Element			Size in Bytes	Offset in bytes

Signature ( = RMKF)		4	7
Minimum Record			2	17
Maximum Record			2	19
Data Compression Flag (2=on)	1	21
Space Code			1	22
Number Code			1	23
Key Compression Flag (2=on)	1	24
Key Number Code			1	25
Block Size			2	27
Block Increment			2	29
Block Contains			1	31
Allocation Increment		2	41
Index Blocks			2	45
No. of Records			2	53
Integrity Flag			1	55
Key Offset(Primary key)		2	257
Key Length(Primary key)		2	259
Empty Blocks			2	261
Alternate key offset (key n)	2	257+(n*36)
Alternate key length (key n)	2	259+(n*36)

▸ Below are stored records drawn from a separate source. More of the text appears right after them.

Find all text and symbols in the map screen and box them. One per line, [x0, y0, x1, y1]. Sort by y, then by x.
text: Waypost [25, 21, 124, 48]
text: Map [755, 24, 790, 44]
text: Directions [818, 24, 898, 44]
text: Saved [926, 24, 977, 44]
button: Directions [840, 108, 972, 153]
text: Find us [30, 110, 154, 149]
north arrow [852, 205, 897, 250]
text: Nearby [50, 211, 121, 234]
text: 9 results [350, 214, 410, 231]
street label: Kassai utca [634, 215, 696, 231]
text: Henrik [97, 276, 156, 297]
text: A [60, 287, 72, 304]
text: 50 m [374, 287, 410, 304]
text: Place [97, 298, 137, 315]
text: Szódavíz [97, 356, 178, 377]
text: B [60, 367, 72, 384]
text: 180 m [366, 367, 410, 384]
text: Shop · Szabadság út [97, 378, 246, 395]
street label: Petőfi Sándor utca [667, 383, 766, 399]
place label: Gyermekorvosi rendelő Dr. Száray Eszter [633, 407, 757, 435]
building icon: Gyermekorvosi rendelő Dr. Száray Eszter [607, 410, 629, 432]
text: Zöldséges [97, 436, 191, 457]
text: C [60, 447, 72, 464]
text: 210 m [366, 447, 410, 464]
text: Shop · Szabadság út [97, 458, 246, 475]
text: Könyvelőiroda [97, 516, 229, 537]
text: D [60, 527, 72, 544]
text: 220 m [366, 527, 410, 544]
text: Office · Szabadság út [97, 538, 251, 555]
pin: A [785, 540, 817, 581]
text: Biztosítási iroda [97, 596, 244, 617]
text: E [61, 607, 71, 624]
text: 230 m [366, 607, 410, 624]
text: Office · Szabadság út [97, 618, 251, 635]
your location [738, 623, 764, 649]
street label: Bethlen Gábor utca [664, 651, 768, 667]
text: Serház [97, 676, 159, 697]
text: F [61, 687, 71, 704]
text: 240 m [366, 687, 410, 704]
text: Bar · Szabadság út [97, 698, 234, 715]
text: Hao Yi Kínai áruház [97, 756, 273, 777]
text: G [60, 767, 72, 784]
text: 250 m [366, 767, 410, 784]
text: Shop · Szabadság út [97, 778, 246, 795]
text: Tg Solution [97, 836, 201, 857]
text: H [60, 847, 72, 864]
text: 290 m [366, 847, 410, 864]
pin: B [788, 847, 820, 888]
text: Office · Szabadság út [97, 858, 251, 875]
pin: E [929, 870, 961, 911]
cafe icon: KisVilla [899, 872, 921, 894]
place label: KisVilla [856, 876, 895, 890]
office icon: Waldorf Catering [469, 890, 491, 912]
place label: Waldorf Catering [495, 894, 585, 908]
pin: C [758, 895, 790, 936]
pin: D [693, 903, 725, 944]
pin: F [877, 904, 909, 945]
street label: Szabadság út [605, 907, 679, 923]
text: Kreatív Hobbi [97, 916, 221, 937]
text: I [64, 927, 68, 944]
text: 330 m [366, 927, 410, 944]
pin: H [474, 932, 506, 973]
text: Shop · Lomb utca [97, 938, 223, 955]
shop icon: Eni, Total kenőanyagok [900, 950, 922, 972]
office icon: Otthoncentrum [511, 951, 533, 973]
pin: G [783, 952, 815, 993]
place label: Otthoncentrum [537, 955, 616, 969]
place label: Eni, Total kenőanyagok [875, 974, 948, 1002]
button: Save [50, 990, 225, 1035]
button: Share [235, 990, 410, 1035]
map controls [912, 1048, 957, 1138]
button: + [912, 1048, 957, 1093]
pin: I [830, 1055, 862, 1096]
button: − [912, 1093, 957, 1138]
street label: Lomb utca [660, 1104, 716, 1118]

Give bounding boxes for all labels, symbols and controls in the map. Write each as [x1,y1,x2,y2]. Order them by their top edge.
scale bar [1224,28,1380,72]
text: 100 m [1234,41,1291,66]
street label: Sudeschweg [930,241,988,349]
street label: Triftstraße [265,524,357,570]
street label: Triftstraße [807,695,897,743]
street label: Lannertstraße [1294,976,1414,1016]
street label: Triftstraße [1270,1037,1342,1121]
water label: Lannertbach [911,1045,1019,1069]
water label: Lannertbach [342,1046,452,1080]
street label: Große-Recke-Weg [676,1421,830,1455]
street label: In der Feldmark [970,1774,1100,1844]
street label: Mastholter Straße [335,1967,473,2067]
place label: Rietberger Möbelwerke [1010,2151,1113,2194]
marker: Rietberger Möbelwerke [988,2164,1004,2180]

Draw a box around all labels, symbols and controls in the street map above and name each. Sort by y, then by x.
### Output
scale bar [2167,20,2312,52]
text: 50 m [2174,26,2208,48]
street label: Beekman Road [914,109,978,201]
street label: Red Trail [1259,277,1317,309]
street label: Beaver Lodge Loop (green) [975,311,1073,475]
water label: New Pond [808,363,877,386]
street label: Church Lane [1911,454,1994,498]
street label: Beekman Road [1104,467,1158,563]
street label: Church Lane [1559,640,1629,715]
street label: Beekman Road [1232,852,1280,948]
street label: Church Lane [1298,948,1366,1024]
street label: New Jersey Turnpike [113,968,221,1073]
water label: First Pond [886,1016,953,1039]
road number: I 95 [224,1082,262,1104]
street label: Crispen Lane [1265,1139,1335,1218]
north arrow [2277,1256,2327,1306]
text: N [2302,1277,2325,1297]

Key Block Structure (Block type 5)

Element			Size in Bytes	Offset in bytes

Key number (Primary = 0)	1	1
Block ID (= 5)			1	2
Next Index Block No		2	5
Characters following		2	7
Index records start	variable	13
( following repeated until block filled)		
Data Block No			2	n
Data Record Sequence		1	n+2
No of repeated key characters	1	n+3
No of characters following	1	n+4
Key characters start			n+5
filler(Null)		2	n+5+no_chars

Data block structure (Block Type 6)

Element			Size in Bytes	Offset in bytes

Key number (Primary = 0)	1	1
Block ID (= 6)			1	2
Characters following		2	7
Data records start	variable	9
( following repeated until block filled)		
Filler(Null)			1	n
Data Record Sequence		1	n+1
No of bytes in record		2	n+(3*(no_keys-1) +2
Record data		variable	n+(3*(no_keys-1) +4

The record data contains a mixture of compression bytes, length bytes and data bytes.
Data bytes are preceded by a length byte giving the number of data characters following. Compression bytes are followed either by another compression byte or a length byte.  Compression bytes have a value greater than 127 (0x7f).
The logic used to translate compression bytes is (in C code):

if (out_char[i] > 127)
 {
    fill_char = ' ';
    fill_num = (out_char[i] - 126);
 }
 if (out_char[i] > 191)
 {
    fill_char = '0';
    fill_num = (out_char[i] - 190);
 }
 if (out_char[i] > 207)
 {
    fill_char = '\0';
    fill_num = (out_char[i] - 210);
 }
if (out_char[i] > 231)
 {
    fill_char = out_char[i+1];
    fill_num = (out_char[i] - 230);
 }
for (z=0;z<fill_num;++z)
   {
   tran_char[j] = fill_char;
   j++;

A typical data record might appear in hex as:

Hex:


00 0c 00 28 c0 0b 31 52 44 45 50 54 2d 4e 41 4d 45 87 c0 13 36 30 
33 30 44 65 70 61 72 74 6d 65 6e 74 20 4e 61 6d 65 83 01 58 c0 df 


Char:
X     (  1RDEPT-NAME6030Department Name  X

Translation:
001RDEPT-NAME         006030Department Name     X00..(13 nulls)..

Translated record has 64 characters.

A compression character value of 232 (0xe8) or greater indicates that the next 
single data character is repeated n times, 
where n equals the compression character - 230. 
No length byte is used for the single data character.


Scott Williamson
syw@cdvdc.demon.co.uk

SYW	
May 1996



Correction
==========

In the above description "A compression character value of 232 (0xe8) or greater indicates that the next single data character is repeated n times, where n equals the compression character - 230.' This is written both in text and in the pseudo-C algorithm.

It is believed that this is incorrect, a value of 229 should be used instead.